Aims: Cancer represents a significant health burden for First Nations people, with higher incidence and lower survival rates, emphasising the necessity for culturally safe End-of-life (EOL) care. However, there is limited understanding of EOL service use and associated costs for First Nations People. Therefore, this study aims to provide a comprehensive assessment of EOL healthcare service utilisation and costs for a statewide cohort of First Nations people diagnosed with cancer.
Methods: We utilised retrospective data from CancerCostMod, a linked administrative dataset containing all cancer diagnoses in Queensland, Australia, as reported by the Queensland Cancer Registry (QCR) from July 1, 2011, to June 30, 2015. This data was linked to Queensland Health's Admitted Patient Data Collection (QHAPDC), Emergency Department Information Systems (EDIS), Medicare Benefits Schedule (MBS), and Pharmaceutical Benefits Scheme (PBS) data from July 1, 2011, to June 30, 2018. We conducted descriptive analyses followed by Mann-Whitney or Kruskal-Wallis tests (p < 0.05) to assess health service use, associated costs during the last six months of life (EOL), and variations across different factors.
Results: Among the 467 deaths analysed, on average, each person had five hospital episodes (range: 1-49), primarily in public hospitals (86%). Nearly all individuals had at least one MBS or PBS claim (96%).
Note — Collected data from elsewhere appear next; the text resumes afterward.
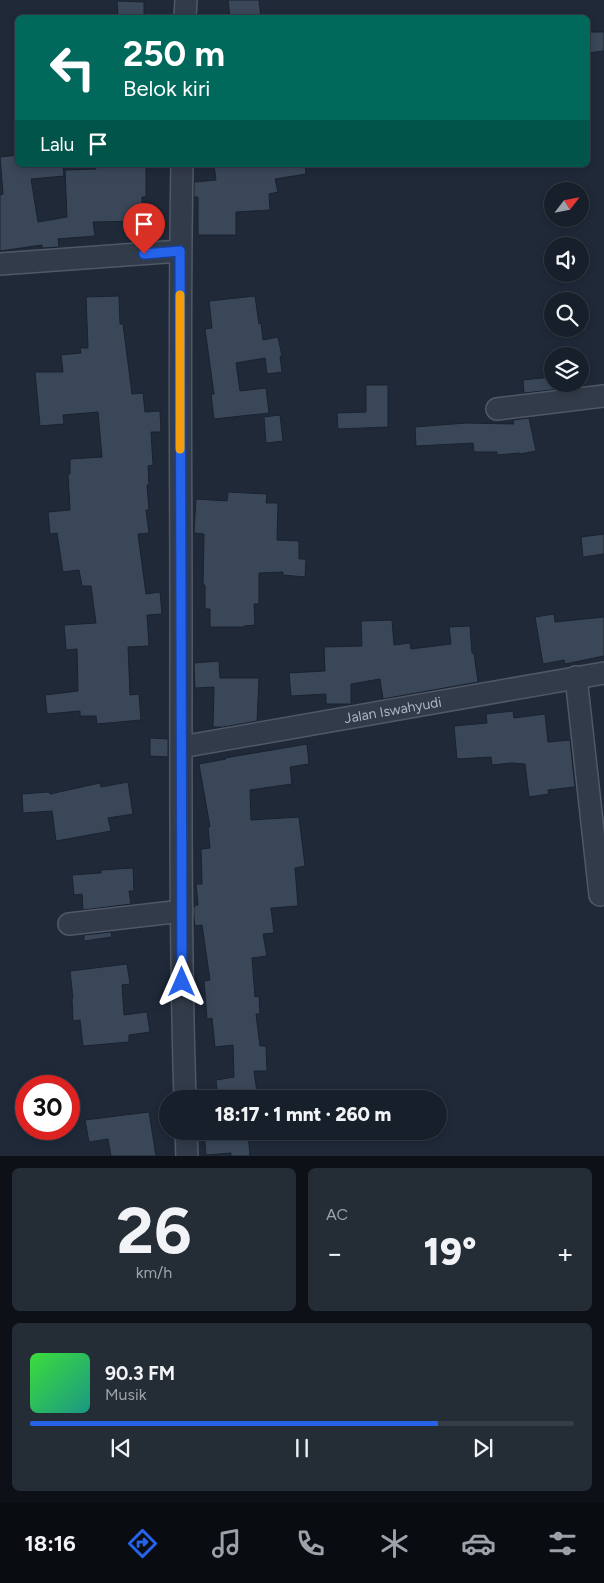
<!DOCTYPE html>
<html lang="id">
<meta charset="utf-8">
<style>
:root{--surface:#171f2a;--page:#242c36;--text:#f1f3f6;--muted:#9ea2a8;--line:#363d47;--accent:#2563eb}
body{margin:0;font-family:Figtree,sans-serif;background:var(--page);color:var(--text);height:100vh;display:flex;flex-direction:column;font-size:19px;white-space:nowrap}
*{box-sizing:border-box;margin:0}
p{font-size:16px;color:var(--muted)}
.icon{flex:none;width:28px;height:28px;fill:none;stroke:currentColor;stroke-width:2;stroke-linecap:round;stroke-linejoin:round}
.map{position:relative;height:1156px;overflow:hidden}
.details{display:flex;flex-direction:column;gap:12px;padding:12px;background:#0d1117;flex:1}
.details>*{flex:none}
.top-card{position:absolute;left:15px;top:15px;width:575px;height:152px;border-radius:8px;box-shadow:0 2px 8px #0003,0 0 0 1px var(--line);background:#00695c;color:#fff;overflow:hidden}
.needle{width:32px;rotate:58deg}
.buttons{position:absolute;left:544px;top:182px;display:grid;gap:10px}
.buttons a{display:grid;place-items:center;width:45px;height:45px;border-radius:50%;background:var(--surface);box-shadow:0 2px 8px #0003,0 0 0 1px var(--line);font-size:25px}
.speed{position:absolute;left:15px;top:1075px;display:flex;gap:10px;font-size:25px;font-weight:700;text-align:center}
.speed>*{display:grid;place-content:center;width:65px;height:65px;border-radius:50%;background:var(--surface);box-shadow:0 2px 8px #0003,0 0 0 1px var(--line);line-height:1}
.speed .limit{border:8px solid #d22;background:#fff;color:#111}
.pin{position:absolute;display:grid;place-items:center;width:42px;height:42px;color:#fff;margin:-51px -21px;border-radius:50% 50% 50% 0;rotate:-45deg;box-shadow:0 0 5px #0007}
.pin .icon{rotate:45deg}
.me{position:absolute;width:55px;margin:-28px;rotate:0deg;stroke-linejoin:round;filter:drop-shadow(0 0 4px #0008)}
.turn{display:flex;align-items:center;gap:18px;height:105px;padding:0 25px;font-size:22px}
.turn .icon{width:65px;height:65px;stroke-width:2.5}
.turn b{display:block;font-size:35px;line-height:42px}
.then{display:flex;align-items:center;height:48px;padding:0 25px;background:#0003;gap:10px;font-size:19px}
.big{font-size:38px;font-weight:800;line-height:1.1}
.details .tile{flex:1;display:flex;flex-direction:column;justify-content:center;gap:8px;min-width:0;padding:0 18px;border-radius:8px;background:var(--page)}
.details .dial{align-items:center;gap:0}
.dial b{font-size:65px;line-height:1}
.song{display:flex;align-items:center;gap:15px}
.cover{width:60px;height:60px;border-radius:8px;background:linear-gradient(135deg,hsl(120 70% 55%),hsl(170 70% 35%))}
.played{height:5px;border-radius:2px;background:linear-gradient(90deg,var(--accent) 75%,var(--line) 75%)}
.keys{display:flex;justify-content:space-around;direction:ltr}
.heat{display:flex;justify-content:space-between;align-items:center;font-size:28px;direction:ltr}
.details .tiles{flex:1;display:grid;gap:12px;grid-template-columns:1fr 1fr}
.tile:last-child{grid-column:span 2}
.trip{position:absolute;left:159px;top:1090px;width:288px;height:50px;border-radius:25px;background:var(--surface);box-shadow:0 2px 8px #0003,0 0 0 1px var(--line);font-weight:800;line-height:50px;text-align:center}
.menu{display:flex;height:80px;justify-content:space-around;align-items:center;background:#090c11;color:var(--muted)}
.menu .icon{width:35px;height:35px}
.menu .active{color:var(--accent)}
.menu b{font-size:22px;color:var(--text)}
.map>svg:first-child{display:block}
.building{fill:#3a4759;stroke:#1a222f}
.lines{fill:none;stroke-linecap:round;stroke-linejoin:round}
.minor-casing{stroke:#505867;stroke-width:24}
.minor{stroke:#323b49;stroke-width:21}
.route-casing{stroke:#184099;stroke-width:12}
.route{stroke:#2563eb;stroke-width:9}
.slow{stroke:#f59e0b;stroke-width:9}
.labels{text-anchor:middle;stroke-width:5;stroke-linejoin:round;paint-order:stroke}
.street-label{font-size:14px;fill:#acb5c6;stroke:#18202d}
</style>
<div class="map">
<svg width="604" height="1156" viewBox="0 0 604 1156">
<rect width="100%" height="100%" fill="#1f2938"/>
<path class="building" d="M228 0H259L261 18H230Z
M117 1 144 2V18H118Z
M588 32H604V51L588 53Z
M18 155V165H63L64 176 31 179 38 222 67 217 65 170 96 169 95 165H146V197H142L143 221 93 222 95 236 58 239 59 247 42 248V245L0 251V195L3 194 0 157Z
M214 165H305L306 174 275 179 278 192 269 194 270 210 236 212V235H198V197H194V182L216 180Z
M119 296 120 324H123L132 394 143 393 145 412 160 411 161 432H151L153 465 148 466 149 485H147L149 510H146L149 533 138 534 146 594 160 592 162 614 147 615 149 646 128 647 130 695 139 694 141 720 97 724 96 716H80V711L47 714 45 695 78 691 77 649 66 650 64 625 96 623 91 586H82L79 570 63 572 57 533 50 534 48 512 70 510 68 474H70V459L102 457 98 412 63 415 64 424 40 426 35 372H63L61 355 81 353 80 348H88L86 297Z
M255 296 259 324 261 323 263 340 278 337 282 356H280L282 372 267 374 265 358 236 363 240 391 266 388 269 413 214 419 211 394H214L205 329 212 328 209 301Z
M552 377V384H560V389L524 393 523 380Z
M366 385H388V427L338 429 337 413 366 412Z
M280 415 283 441 266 443 264 417Z
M529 418 536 451 520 454V453L497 455V452H474L473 443 416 446 415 427 466 423 514 424 513 420Z
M228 492 267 494 266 503H278L277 540 299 541V559H306L305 577 283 575V572L259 573V604H254L255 625 244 626V627H210V609H205V585H203L204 534 194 533 196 499 227 501Z
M604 534V554L583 557 581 537Z
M554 614 555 622 604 617V656L565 664 564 660 543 664 535 617Z
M392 620 394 645 410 643 411 649 451 644 449 627 470 626 472 653H474L478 682 383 699 380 679 351 684V704H326V694L291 696 289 673 325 671 324 647 362 646 361 621Z
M219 661 220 678H259L257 721 223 727H213L214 687 195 688 194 663Z
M513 711 514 718 545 714 548 742 570 740 575 787 548 790 549 794 529 797 525 764 511 763 492 765 491 757 457 759 454 726 487 723 486 714Z
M150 738 168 739V757L150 756Z
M307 744 309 764 290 767 292 784 250 790 251 820 299 817 305 866 295 868 298 906 271 908 274 933 263 934 267 956 252 958 255 997 259 996 260 1014H256L260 1046H266L267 1071H254L258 1099H218L216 1080 234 1077 233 1045 215 1047 212 1018 207 1019 204 981 210 980 202 925 195 926 194 919V906L198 905 196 884H202L201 849 210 848 208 827H210L199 764 226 759 225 758Z
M128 782 133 814 108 818 111 831 56 841 52 811 23 813 22 794 49 792 50 794 100 783 101 787Z
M133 868 134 891H129L131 904 83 910 82 894 74 895 72 875 101 873V870Z
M111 932 112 937 84 941V935Z
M127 964 130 984 122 985 124 1015 147 1012 150 1032 129 1035V1042L83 1046 80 1020 73 1021 72 998H73L70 971Z
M149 1112 156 1156H111L108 1139 89 1142 85 1120Z
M204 1131H248L250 1156H231V1153L206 1155Z"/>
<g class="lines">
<defs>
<g id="minor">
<path d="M185 18 186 0"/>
<path d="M182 165C179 317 181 468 181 620 181 780 180 939 185 1099"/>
<path d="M0 264 180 251"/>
<path d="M497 409 604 396"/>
<path d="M576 677 600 895"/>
<path id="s1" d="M181 747 604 673"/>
<path d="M69 924 182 911"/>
<path d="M186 1131 187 1156"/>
</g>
</defs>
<use href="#minor" class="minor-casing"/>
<use href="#minor" class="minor"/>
</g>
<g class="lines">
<defs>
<path id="route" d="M144 254 180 251 182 982"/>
</defs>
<use href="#route" class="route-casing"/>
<use href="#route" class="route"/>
<path class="slow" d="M180 295V449"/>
</g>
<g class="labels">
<g class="street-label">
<text dy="5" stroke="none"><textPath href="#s1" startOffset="215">Jalan Iswahyudi</textPath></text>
</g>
</g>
</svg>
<div class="buttons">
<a><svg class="needle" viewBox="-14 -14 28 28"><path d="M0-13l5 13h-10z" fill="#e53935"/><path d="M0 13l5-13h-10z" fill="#9ea2a8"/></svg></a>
<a><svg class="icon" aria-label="sound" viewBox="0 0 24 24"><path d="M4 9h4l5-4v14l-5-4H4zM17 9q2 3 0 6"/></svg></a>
<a><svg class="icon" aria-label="search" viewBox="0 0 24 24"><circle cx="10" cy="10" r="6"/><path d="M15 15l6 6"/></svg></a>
<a><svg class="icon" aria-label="layers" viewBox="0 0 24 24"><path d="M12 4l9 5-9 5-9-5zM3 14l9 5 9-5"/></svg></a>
</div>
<div class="speed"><div class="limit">30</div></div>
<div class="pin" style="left:144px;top:254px;background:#d93025"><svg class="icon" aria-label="arrive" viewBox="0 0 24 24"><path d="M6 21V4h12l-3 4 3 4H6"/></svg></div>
<svg class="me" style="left:182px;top:982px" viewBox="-20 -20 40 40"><path d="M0-17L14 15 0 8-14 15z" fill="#2563eb" stroke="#fff" stroke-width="4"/></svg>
<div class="trip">18:17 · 1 mnt · 260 m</div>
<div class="top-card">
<div class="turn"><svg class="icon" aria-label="left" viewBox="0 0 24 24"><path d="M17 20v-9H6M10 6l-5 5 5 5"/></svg><div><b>250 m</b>Belok kiri</div></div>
<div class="then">Lalu<svg class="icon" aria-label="arrive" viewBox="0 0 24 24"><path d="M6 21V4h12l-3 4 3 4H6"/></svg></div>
</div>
</div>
<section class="details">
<div class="tiles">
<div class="tile dial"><b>26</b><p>km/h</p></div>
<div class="tile"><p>AC</p>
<div class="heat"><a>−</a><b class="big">19°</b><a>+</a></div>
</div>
<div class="tile">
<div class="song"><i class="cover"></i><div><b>90.3 FM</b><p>Musik</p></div></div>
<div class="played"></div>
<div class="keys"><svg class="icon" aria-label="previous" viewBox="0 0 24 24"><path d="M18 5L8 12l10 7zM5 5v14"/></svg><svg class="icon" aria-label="pause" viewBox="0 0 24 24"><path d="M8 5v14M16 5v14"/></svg><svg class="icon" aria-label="next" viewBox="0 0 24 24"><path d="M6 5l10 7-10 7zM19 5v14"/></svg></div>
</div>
</div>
</section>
<nav class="menu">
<b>18:16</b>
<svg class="icon active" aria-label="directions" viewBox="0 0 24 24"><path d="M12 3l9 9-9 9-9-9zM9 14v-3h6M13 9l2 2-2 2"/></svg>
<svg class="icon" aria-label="music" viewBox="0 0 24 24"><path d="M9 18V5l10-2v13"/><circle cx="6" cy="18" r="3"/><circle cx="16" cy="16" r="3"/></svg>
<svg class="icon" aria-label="phone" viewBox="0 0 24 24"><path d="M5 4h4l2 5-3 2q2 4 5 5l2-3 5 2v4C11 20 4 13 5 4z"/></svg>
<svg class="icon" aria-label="climate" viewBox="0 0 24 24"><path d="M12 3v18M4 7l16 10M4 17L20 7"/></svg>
<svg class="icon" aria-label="car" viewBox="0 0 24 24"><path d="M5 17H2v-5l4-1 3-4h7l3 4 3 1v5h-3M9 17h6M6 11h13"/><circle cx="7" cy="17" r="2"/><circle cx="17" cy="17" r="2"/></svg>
<svg class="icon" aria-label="filters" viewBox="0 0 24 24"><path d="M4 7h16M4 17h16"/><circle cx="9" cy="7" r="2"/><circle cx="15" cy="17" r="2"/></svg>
</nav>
Over 80% had at least one Emergency Department (ED) visit, and almost 50% had three or more visits. Individuals receiving palliative care and chemotherapy had higher hospital, MBS, and PBS claims and associated costs. Younger patients with comorbidities incurred greater government costs for hospital and ED care. Patients aged 65 and older had lower out-of-pocket PBS costs. Rural patients had higher hospital costs but lower ED and PBS costs.
Conclusions: The findings underscore the significant burden on healthcare systems during EOL, emphasising the need for innovative and culturally sensitive approaches to alleviate this burden.